Tuesday, November 18, 2014

Puzzle pieces

Somehow all this fits together....in the end the pieces fit together creating a beautiful stunning piece of art that lives and breathes....
 I have always loved puzzles. I have spent countless hours searching for just the right piece that would fit in just the right spot. I have done puzzles with my parents, my siblings, my grandparents, my friends, and now I do them with my husband and girls.I know that for many people they are old-fashioned but for me they still provide a calm and a peace that I love. 
      I have been working on a puzzle with my daughters for awhile now, and it is a really hard one. Sometimes my daughter will find a piece that looks like the perfect fit. She will try and try and try to MAKE it fit....it looks like it should work...maybe if she just tries a little harder, or turns it a different way...but no matter how hard she tries, it is still the wrong piece. It will not fit. Ever. It doesn't belong there. It has really made me think about how many times I try to "force" something that "appears" to be a good thing in my life...to happen. And I get so frustrated sometimes because I keep trying and trying but it just doesn't work. I change the angle I come it at from,,,still doesn't work. I do anything I can think of to FORCE it except the one thing I should do...put it down. Let it go. You see, until my daughter puts down the wrong piece and picks up the right piece she is just going to stay frustrated. She has to understand that the piece is not going to fit. And that another piece is the right one.

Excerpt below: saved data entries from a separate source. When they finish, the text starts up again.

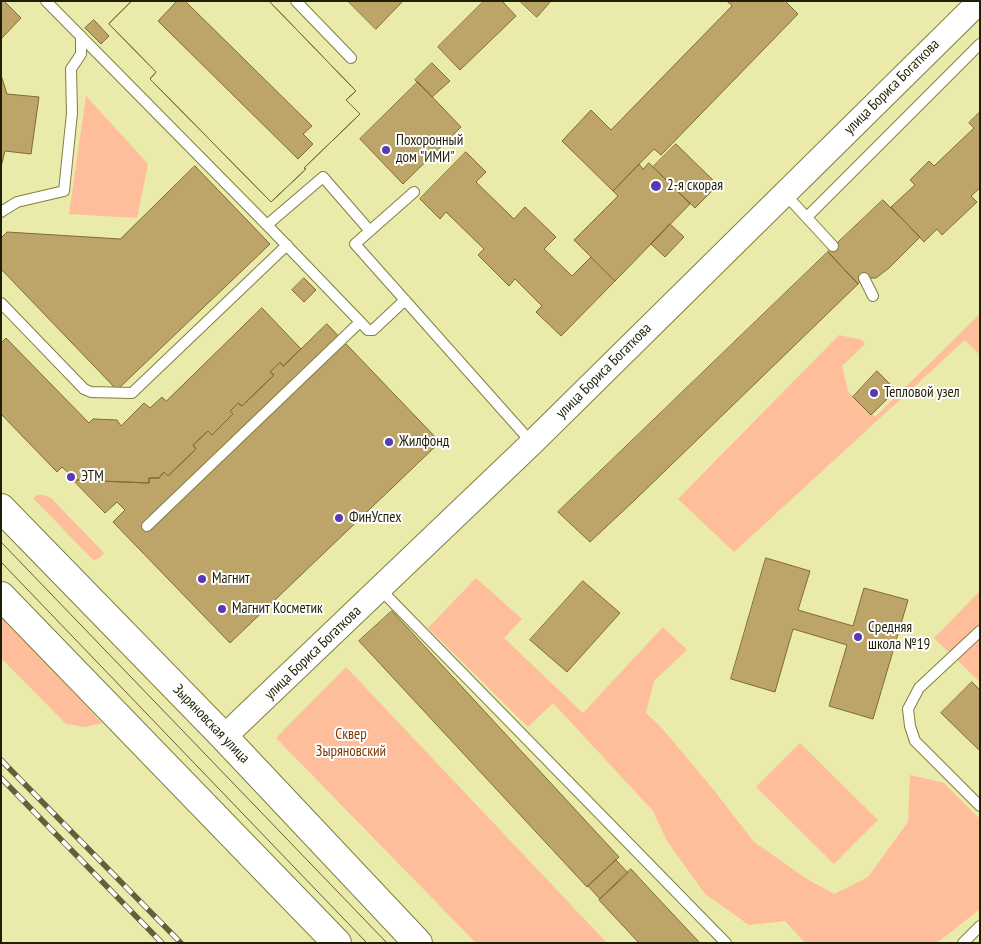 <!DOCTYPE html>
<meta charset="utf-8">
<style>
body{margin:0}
#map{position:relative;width:981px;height:944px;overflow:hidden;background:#eaebaa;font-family:"PT Sans Narrow",sans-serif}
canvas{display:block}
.frame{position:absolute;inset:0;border:2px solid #1f1f05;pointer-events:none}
</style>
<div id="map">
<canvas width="981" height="944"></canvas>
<div class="frame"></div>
</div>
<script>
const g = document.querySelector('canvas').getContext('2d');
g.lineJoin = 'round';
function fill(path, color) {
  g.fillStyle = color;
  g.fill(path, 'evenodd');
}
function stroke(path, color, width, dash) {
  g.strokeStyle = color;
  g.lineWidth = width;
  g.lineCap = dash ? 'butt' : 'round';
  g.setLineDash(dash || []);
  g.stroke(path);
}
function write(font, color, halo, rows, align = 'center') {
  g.font = font + ' "PT Sans Narrow",sans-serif';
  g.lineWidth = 4;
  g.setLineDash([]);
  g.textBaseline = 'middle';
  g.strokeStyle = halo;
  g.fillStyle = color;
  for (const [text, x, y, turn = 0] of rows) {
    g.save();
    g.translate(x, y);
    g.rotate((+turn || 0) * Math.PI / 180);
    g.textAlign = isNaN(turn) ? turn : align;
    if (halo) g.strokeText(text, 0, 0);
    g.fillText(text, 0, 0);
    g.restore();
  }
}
fill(new Path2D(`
 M86,96L148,164L137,218L69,214Z
 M980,314V355L965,340L734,552L678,499L839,335L862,340L865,344L842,366L848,391L875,417Z
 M38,495H44L51,498L104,553L98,559L93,560L33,498Z
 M476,578L522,619L504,638L583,713L663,627L687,650L654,681L646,713L660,726L713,789L754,842L807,879L834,894L868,877L908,822L910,775L944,783L980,819V909L937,943H805L785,921L749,925L705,894L667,841L653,811L553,703L528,727L428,628Z
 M980,591V682L934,638Z
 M1,618H4L102,723L85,727L66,724L1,658Z
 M346,667L607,943H476L276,738Z
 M800,743L878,820L834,864L756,787Z`), '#febd9b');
const building = new Path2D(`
 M1,1H4L21,18L1,39Z
 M132,1H177L158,21L298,159L313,144L303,134L312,126L185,1H269L356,91L346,100L360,114L304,168L306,169L271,202L150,79L156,72L109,24Z
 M132,1H269L356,91L346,100L360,114L304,168L306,169L271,202L150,79L156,72L109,24Z
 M348,1H403L376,29Z
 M484,1H502L516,16L460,70L438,47Z
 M520,1H551L537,17Z
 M727,1H785L798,14L661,155L654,149L613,191L562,141L591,110L611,130L732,6Z
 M94,20L109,36L101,44L85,28Z
 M432,63L450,81L432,97L415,80Z
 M1,75L7,94L39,97L31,154L5,151L1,167Z
 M418,82L461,127L403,184L360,139Z
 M980,112V188L971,196L977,202L942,235L937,229L924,242L891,207L915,185L910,180L929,161L934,166L974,128L969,123Z
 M676,144L718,185L695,208L653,167Z
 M466,152L486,172L476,182L514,219L525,207L556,237L544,249L572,276L591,257L615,281L561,336L536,312L542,306L515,279L509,286L478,255L484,249L446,212L440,219L420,199Z
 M649,163L690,204L615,281L574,240L618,196L613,191L639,164L643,169Z
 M195,166L270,244L117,390L1,269V238L7,232L120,239Z
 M883,200L920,237L889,268L876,278H864L858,284L828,252Z
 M670,224L684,237L665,257L651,244Z
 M828,252L858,284L637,498L590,542L558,512Z
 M304,278L316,290L304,302L292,290Z
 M262,308L301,349L283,366L280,362L270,372L274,375L242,406L238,403L230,411L233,414L212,435L208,431L193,445L196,449L168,476L164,472L159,478H149V483L76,480L62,467L57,472L1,414V343L6,338L89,423L93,419L117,420L121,426L144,403L150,408L162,397L166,401Z
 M327,324L440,442L230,643L113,522L125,510L117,502L105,513L68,475L76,480L149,483V478H159L164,472L168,476L196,449L193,445L208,431L212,435L233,414L230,411L238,403L242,406L274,375L270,372L280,362L283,366Z
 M877,371L896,390L871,415L853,397Z
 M766,558L810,571L798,610L853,626L864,588L908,600L873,719L829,706L847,645L793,629L775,692L731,679Z
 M583,581L620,613L567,672L530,640Z
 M392,611L619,857L587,887L359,641Z
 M972,682L980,690V751L941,713Z
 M616,860L628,873L600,899L588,886Z
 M631,869L654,894L700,943H639L599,900Z`);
fill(building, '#bda569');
stroke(building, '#816a2e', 1);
const service = new Path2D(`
 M46,1L267,225L323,177L370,231
 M296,1L351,58
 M414,192L355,244L532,443
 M785,194L833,246
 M1,212L17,202L64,191L72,113L71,69L81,54V36
 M807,217L980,44
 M267,225L368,330H373L405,300
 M864,278L873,296
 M1,303L84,389L91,392L132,393L287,245
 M147,526L360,322
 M380,589L726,943
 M980,631L919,688L908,709L910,726L915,741L980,806
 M963,943L980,926`);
const tertiary = new Path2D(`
 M224,737L532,443L980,1`);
const secondary = new Path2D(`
 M1,508L224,737L418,943
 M1,596L337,943`);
stroke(service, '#7f7f42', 12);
stroke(tertiary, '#7f7f42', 26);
stroke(secondary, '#7f7f42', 30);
stroke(service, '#fff', 10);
stroke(tertiary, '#fff', 24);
stroke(secondary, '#fff', 28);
stroke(new Path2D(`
 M1,542L387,943
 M1,562L367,943`), '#60603a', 1);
const rail = new Path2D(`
 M1,760L181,943
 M1,778L162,943`);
stroke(rail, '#60603a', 5.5);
stroke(rail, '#fff', 4, [11]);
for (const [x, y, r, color] of [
 [386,150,5,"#583ab2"],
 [656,186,6,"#583ab2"],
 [874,393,5,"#583ab2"],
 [389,442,5,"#583ab2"],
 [71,477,5,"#583ab2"],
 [339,518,5,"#583ab2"],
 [202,579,5,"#583ab2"],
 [222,609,5,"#583ab2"],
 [858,637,5,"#583ab2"]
]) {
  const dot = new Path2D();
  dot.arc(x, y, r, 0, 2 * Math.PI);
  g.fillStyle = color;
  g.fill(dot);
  stroke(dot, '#fff', 2);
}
write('15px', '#1f1f05', '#fff', [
 ["улица Бориса Богаткова",892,87,-45],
 ["улица Бориса Богаткова",604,371,-45],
 ["улица Бориса Богаткова",313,653,-44],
 ["Зыряновская улица",211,724,46]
]);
write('15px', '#1f1f05', '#fff', [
 ["Похоронный",396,141],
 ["дом \"ИМИ\"",396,158],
 ["2-я скорая",667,186],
 ["Тепловой узел",884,393],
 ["Жилфонд",399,442],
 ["ЭТМ",81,477],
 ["ФинУспех",349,518],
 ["Магнит",212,579],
 ["Магнит Косметик",232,609],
 ["Средняя",868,628],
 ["школа №19",868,645]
], 'left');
write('15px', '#803804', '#fff', [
 ["Cквер",351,735],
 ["Зыряновский",351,752]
]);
</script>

The perfect fit is there....she just can't give up..
         Who would have thought God could teach me so much from a puzzle! I can see how many times in my own life that I have refused to surrender that one thing, emotion, thought, way of living...that I just KNEW would be the perfect fit for my life. All the while not understanding why I am struggling so hard...never did it occur to me that I was holding the wrong piece. God wants me to willingly surrender all the pieces of my life...ALL THE PIECES OF MY LIFE.....to HIS WILL. And I don't know if I would have ever understood that completely if I wasn't walking this road that I am on. I was holding on to many of "my" pieces...the pieces that are my children, my identity as a wife and mother, making sure we all looked good from the outside...those pieces. I didn't even realize I was holding on to some of them. I didn't realize that every day I would pick up the same exact piece and try to cram it until it fit in my picture of what my life was suppose to be...until all the pieces fell out of my hand in August. I frantically tried to grab them before anyone saw that they were in the wrong spot...but I just couldn't do it. The pieces fell. And I was sitting there looking around at what I thought was complete destruction of my family. I would never have dreamed of my children struggling with mental illness. My husband going through rehab was never once in the picture I had. And telling everyone of our struggles was the worst thought I could ever imagine!

      I am learning every day to lay down those pieces...that it's ok for me to not understand. It is like doing a puzzle without the box so that you can look at the picture:) It is about faith. Oh....that beautiful, infuriating word....faith. It has driven me insane at times trying to understand what it means to truly have faith. To trust without knowing. To believe without seeing. To take a deep breath, fix your eyes on Jesus...and walk...into the storm, out of the boat....just walk. I can tell you that many times for me it is more like a crawl. My heart pounds within me and my knees buckle as I see what lies before me...and it is all that I can do to crawl forward step by step. Many times, I see what lies before me and I have great joy well up in me filling my heart with strength and I run forward boldly and excitedly. And sometimes, I can't seem to see at all...the road is clouded and I have to take each step trusting my King to make sure the road is there...for I cannot see it.
       It's has come down to this for me...do I TRULY believe that God is real? Do I TRULY believe that He is alive and powerful, that He is infinite, that He cares about me....you may chuckle or laugh because you may say," of course God is real! How can that be questioned?! " ....but isn't that what I am doing when I question whether He will provide? Isn't that me, the created, saying to God, the Creator, " I don't know if you can handle this one...I think I will take care of it."...
        I still have so very much to learn about His heart and character! I long with a deep passion to pursue His ways. To find out why they are HIS WAYS. And He is teaching me in that beautiful way of His to put. down. the. piece. The picture He has created out of my life is beautiful. I don't have to know where all the pieces go just yet. I don't have to stress and worry that I may pick the wrong one up...I just have to listen. I just have to heed His voice in my life. I have to open my hands in surrender to Him with ALL OF MY LIFE! I want Jesus to be in every part of my life...I don't want to keep any parts back. It hasn't worked out so well every time I try it...so this time...my hands are opened. My arms are outstretched. My knees are bowed and my heart is quiet...listening...following...trusting...and learning...always learning.